BÖLÜM 31: SAHTE

15.7K 678 99
                                    

Banyodan çıktığımda, karşımdaki silüetle birlikte korkudan olduğum yerde sıçradım. Derin, elindeki büyük kupayla tam karşımdaydı ve uzun parmaklarının çevrelediği kupadan yükselen buharlar insanın iştahını kabartıyordu. Üstelik burnuma gelen taze kahve kokusu, duşta bırakamadığım bütün yüklerimi alıp götürdü sanki. Endişeyle bana bakıyordu ve gözlerindeki kırılmazlık; bana her seferinde onun yanında ne kadar da güçsüz kaldığımı gösteriyordu. 

O güçlüydü. Bir sürü sorunu vardı ama o bütün bunlara göğüs germeyi başarmıştı. Ayaktaydı. Birilerinin aksine, kaderine sövmek yerine, acılarıyla yüzleşiyordu. Acılarla yüzleşmek belki de onları küçültüyordu ama ben nerden bilecektim ki? Başıma gelen her acıda, kalbimdeki her kırıklıkta yalnızlığıma sığınmış, gözyaşlarıma sarılmıştım. Her zaman, güçlü olduğumu düşünüp kendimi avutsam da; aslında öyle değildim biliyordum. Her zaman bir neden arıyor ve ardından yanaklarımdan dökülen gözyaşlarımla beraber teselli edilmeyi bekliyordum. 

Bu huyumdan nefret ediyordum. Başım ne zaman dara düşse, yanımda bir beden istiyordum. Rüzgar belası başıma buyüzden gelmişti. Derin'in yokluğunda ona sığınmış, aklımca onu kıskandırmak için hiç tanımadığım bir katili evime sokmuştum. Ve işte sonuçları ortadaydı. 

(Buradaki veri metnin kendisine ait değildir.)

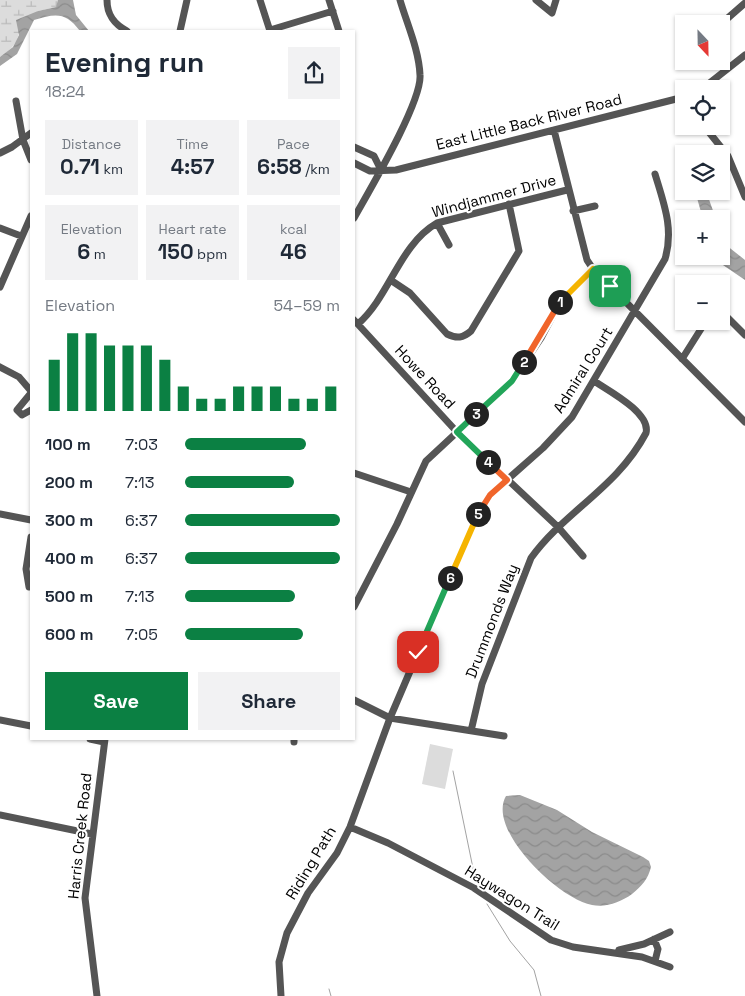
<!DOCTYPE html>
<meta charset="utf-8">
<style>
body{margin:0;font-family:"Space Grotesk",sans-serif;background:#f2f2f3;color:#1f2937;height:100vh;display:flex;flex-direction:column;font-size:19px;white-space:nowrap}
*{box-sizing:border-box;margin:0}
p{font-size:16px;color:#747a83}
.icon{flex:none;width:28px;height:28px;fill:none;stroke:currentColor;stroke-width:2;stroke-linecap:round;stroke-linejoin:round}
.map{position:relative;flex:1;overflow:hidden}
.details{position:absolute;left:30px;top:30px;width:325px;height:710px;display:flex;flex-direction:column;background:#fff;border-radius:0px;box-shadow:0 1px 4px #0004}
.details>*{flex:none}
.needle{width:32px;rotate:158deg}
.fabs{position:absolute;left:675px;top:15px;display:grid;gap:10px}
.fabs a{display:grid;place-items:center;width:55px;height:55px;border-radius:0px;background:#fff;box-shadow:0 1px 4px #0004;font-size:25px}
.pin{position:absolute;display:grid;place-items:center;width:42px;height:42px;color:#fff;margin:-21px;border-radius:10px;box-shadow:0 2px 8px #0006}
.km{position:absolute;width:25px;height:25px;margin:-12px;border-radius:50%;background:#222;color:#fff;font-size:14px;line-height:25px;text-align:center}
.round{display:grid;place-items:center;flex:none;width:52px;height:52px;border-radius:0px;background:#f2f2f3}
.summary{display:flex;align-items:center;justify-content:space-between;height:85px;padding:0 15px}
h1{font-size:28px;font-weight:600;line-height:38px}
.metrics{display:grid;grid-template-columns:repeat(3,1fr);gap:8px;height:85px;padding:5px 15px}
.metrics div{display:grid;align-content:center;border-radius:0px;background:#f2f2f3;text-align:center}
.metrics b{font-size:21px;font-weight:600}
.metrics small{font-size:14px;font-weight:400}
.metrics p{font-size:14px}
.chart{height:140px;padding:10px 15px}
.chart p{display:flex;justify-content:space-between}
.chart svg{width:100%;height:90px;margin-top:5px;stroke:#0b8043;stroke-width:6}
.cta{display:flex;gap:10px;margin-top:auto;padding:10px 15px}
.cta a{flex:1;height:58px;border-radius:0px;background:#0b8043;color:#fff;font-size:20px;font-weight:600;line-height:58px;text-align:center}
.cta a+a{background:#f2f2f3;color:#1f2937}
ul{padding:0 15px;list-style:none;font-size:16px}
li{display:grid;grid-template-columns:80px 60px 1fr;align-items:center;height:38px}
li i{height:12px;border-radius:6px;background:#0b8043}
.map>svg:first-child{display:block}
</style>
<div class="map">
<svg width="745" height="996" viewBox="0 0 745 996">
<defs>
<pattern id="wetland-marsh" width="20" height="14" patternUnits="userSpaceOnUse" patternTransform="scale(1.25)"><rect width="20" height="14" fill="#dcdcdc"/><path d="M1 5h8M5 5V1M11 12h8M15 12V8" fill="none" stroke="#bbb"/></pattern>
<pattern id="water-waves" width="16" height="10" patternUnits="userSpaceOnUse" patternTransform="scale(1.25)"><rect width="16" height="10" fill="#a3a3a3"/><path d="M0 5q4-4 8 0t8 0" fill="none" stroke="#8b8b8b"/></pattern>
</defs>
<rect width="100%" height="100%" fill="#fff"/>
<path fill="url(#wetland-marsh)" d="M0,0H64L56,7L38,11L20,27C19,41 12,50 0,57Z"/>
<path fill="#dcdcdc" d="M430,744L453,749L445,789L422,784Z"/>
<path fill="url(#water-waves)" d="M58,0H73L76,15L89,31H80C66,12 56,13 34,20L17,54L0,66V57L13,47L19,35L16,20L38,11L56,7Z
M695,191H706L716,219H703Z
M721,236L726,245L745,260V280L717,261L715,256H721Z
M520,795L557,810L592,832L643,857L649,861L651,867C648,879 642,886 632,894C621,902 606,908 592,905C560,900 486,830 506,796Z"/>
<g fill="none" stroke-linecap="round" stroke-linejoin="round">
<path stroke="#a3a3a3" stroke-width="1" d="M453,771L474,873L483,882
M487,904L510,941L534,970L541,996
M329,989L331,996"/>
<path stroke="#555" stroke-width="7" d="M107,0C107,15 114,24 127,31
M260,0L270,31
M329,0L339,31
M536,0L552,13L556,0
M721,24L745,3
M270,30L333,11
M180,31L187,0
M702,89L745,55
M16,101L23,140L31,160
M704,126L728,156L745,197
M554,130L587,260L593,269L745,422
M354,147L374,156L381,170
M0,153L12,147L31,133
M354,163L370,171L396,170L684,97
M573,211L595,206
M354,218C369,191 422,102 420,75C419,50 407,24 400,0
M437,223L449,245
M0,228L21,236
M392,281L410,293L447,334C457,339 463,338 471,331L519,251L509,204
M0,287L31,216
M721,311L745,335
M354,320L457,432L558,527L583,556
M358,324C390,296 399,245 437,223L567,190
M682,359L706,321
M0,367L19,377L31,391
M31,393L17,410L22,415L31,410
M354,473L411,492
M0,514L31,520
M29,587L26,569L31,537
M354,607L397,524L426,461L512,381L541,338L560,302L593,269
M354,700L390,718L504,736
M0,720L31,726
M471,731L482,684L531,558C565,511 617,488 646,433C651,413 609,391 594,381
M90,739L104,742
M294,742V739
M0,815L92,834
M350,827L388,843L474,888L551,940L573,947L642,957L670,967
M654,939L658,949L655,961
M619,950L644,944L670,932
M97,996L85,898L105,739
M281,996L279,962L287,933L308,893L337,853L350,827L390,718L479,510L490,495L543,448L572,417L665,259C674,229 664,204 655,174"/>
</g>
<g fill="none" stroke-linecap="round" stroke-linejoin="round">
<defs>
<path id="split-1" d="M560,302L593,269L610,286"/>
<path id="split-2" d="M524,362L560,302"/>
<path id="split-3" d="M476,414L512,381L524,362"/>
<path id="split-4" d="M476,414L457,432L488,462"/>
<path id="split-5" d="M478,514L490,495L507,480L488,462"/>
<path id="split-6" d="M450,578L478,514"/>
<path id="split-7" d="M418,652L450,578"/>
</defs>
<use href="#split-1" stroke="#fff" stroke-width="10"/>
<use href="#split-2" stroke="#fff" stroke-width="10"/>
<use href="#split-3" stroke="#fff" stroke-width="10"/>
<use href="#split-4" stroke="#fff" stroke-width="10"/>
<use href="#split-5" stroke="#fff" stroke-width="10"/>
<use href="#split-6" stroke="#fff" stroke-width="10"/>
<use href="#split-7" stroke="#fff" stroke-width="10"/>
<use href="#split-1" stroke="#f5b400" stroke-width="6"/>
<use href="#split-2" stroke="#f0652b" stroke-width="6"/>
<use href="#split-3" stroke="#22a559" stroke-width="6"/>
<use href="#split-4" stroke="#22a559" stroke-width="6"/>
<use href="#split-5" stroke="#f0652b" stroke-width="6"/>
<use href="#split-6" stroke="#f5b400" stroke-width="6"/>
<use href="#split-7" stroke="#22a559" stroke-width="6"/>
</g>
<g text-anchor="middle" stroke-width="4" stroke-linejoin="round" paint-order="stroke">
<g font-size="15" fill="#000" stroke="#fff">
<text transform="translate(529 122) rotate(-14)" y="5">East Little Back River Road</text>
<text transform="translate(494 196) rotate(-15)" y="5">Windjammer Drive</text>
<text transform="translate(583 370) rotate(-58)" y="5">Admiral Court</text>
<text transform="translate(425 377) rotate(47)" y="5">Howe Road</text>
<text transform="translate(492 621) rotate(-69)" y="5">Drummonds Way</text>
<text transform="translate(80 836) rotate(-84)" y="5">Harris Creek Road</text>
<text transform="translate(311 863) rotate(-59)" y="5">Riding Path</text>
<text transform="translate(512 898) rotate(32)" y="5">Haywagon Trail</text>
</g>
</g>
</svg>
<div class="fabs">
<a><svg class="needle" viewBox="-14 -14 28 28"><path d="M0-13l5 13h-10z" fill="#e53935"/><path d="M0 13l5-13h-10z" fill="#747a83"/></svg></a>
<a><svg class="icon" aria-label="locate" viewBox="0 0 24 24"><circle cx="12" cy="12" r="6"/><path d="M12 2v4M12 18v4M2 12h4M18 12h4"/></svg></a>
<a><svg class="icon" aria-label="layers" viewBox="0 0 24 24"><path d="M12 4l9 5-9 5-9-5zM3 14l9 5 9-5"/></svg></a>
<a>+</a>
<a>−</a>
</div>
<div class="pin" style="left:610px;top:286px;background:#1e9e55"><svg class="icon" aria-label="arrive" viewBox="0 0 24 24"><path d="M6 21V4h12l-3 4 3 4H6"/></svg></div>
<div class="pin" style="left:418px;top:652px;background:#d93025"><svg class="icon" aria-label="check" viewBox="0 0 24 24"><path d="M5 12l5 5 9-10"/></svg></div>
<b class="km" style="left:560px;top:302px">1</b>
<b class="km" style="left:524px;top:362px">2</b>
<b class="km" style="left:476px;top:414px">3</b>
<b class="km" style="left:488px;top:462px">4</b>
<b class="km" style="left:478px;top:514px">5</b>
<b class="km" style="left:450px;top:578px">6</b>
<section class="details">
<div class="summary"><div><h1>Evening run</h1><p>18:24</p></div><a class="round"><svg class="icon" aria-label="share" viewBox="0 0 24 24"><path d="M12 15V3M7 8l5-5 5 5M5 13v7h14v-7"/></svg></a></div>
<div class="metrics">
<div><p>Distance</p><b>0.71<small> km</small></b></div>
<div><p>Time</p><b>4:57</b></div>
<div><p>Pace</p><b>6:58<small> /km</small></b></div>
</div>
<div class="metrics">
<div><p>Elevation</p><b>6<small> m</small></b></div>
<div><p>Heart rate</p><b>150<small> bpm</small></b></div>
<div><p>kcal</p><b>46</b></div>
</div>
<div class="chart"><p><span>Elevation</span>54–59 m</p>
<svg viewBox="0 0 160 44" preserveAspectRatio="none"><path d="M5 44V19M15 44V6M25 44V6M35 44V12M45 44V12M55 44V12M65 44V19M75 44V32M85 44V38M95 44V38M105 44V32M115 44V32M125 44V32M135 44V38M145 44V38M155 44V32"/></svg>
</div>
<ul>
<li><b>100 m</b>7:03<i style="width:78%"></i></li>
<li><b>200 m</b>7:13<i style="width:70%"></i></li>
<li><b>300 m</b>6:37<i style="width:100%"></i></li>
<li><b>400 m</b>6:37<i style="width:100%"></i></li>
<li><b>500 m</b>7:13<i style="width:71%"></i></li>
<li><b>600 m</b>7:05<i style="width:76%"></i></li>
</ul>
<div class="cta"><a>Save</a><a>Share</a></div>
</section>
</div>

Ellerimdeki nemli havluyu kenara bırakarak, Derin'in elindeki kupayı aldım. Üzerimi banyoda değiştirdiğim için şanslıydım. Bütün bunlarla uğraşırken, bir de üstüne çoukça bir utanç ekleyemezdim. Bana ayrılmış odaya doğru ilerlerken, Derin de ses çıkartmadan beni takip ediyordu. Koridorda sadece ikimizin tok ayak sesleri vardı. Ben yatağın kenarına otururken o ayakta kalmayı seçmişti. Üzerine geçirdiği kıyafetlerin hepsi siyahtı ve bu bana iyi hissettiriyordu. Hayatım boyunca bunu düşünmüştüm. Siyah, kesinlikle beni mutlu ediyordu. Siyah, benim rengimdi. Siyah, benim sığınağımdı. Siyah, bendim.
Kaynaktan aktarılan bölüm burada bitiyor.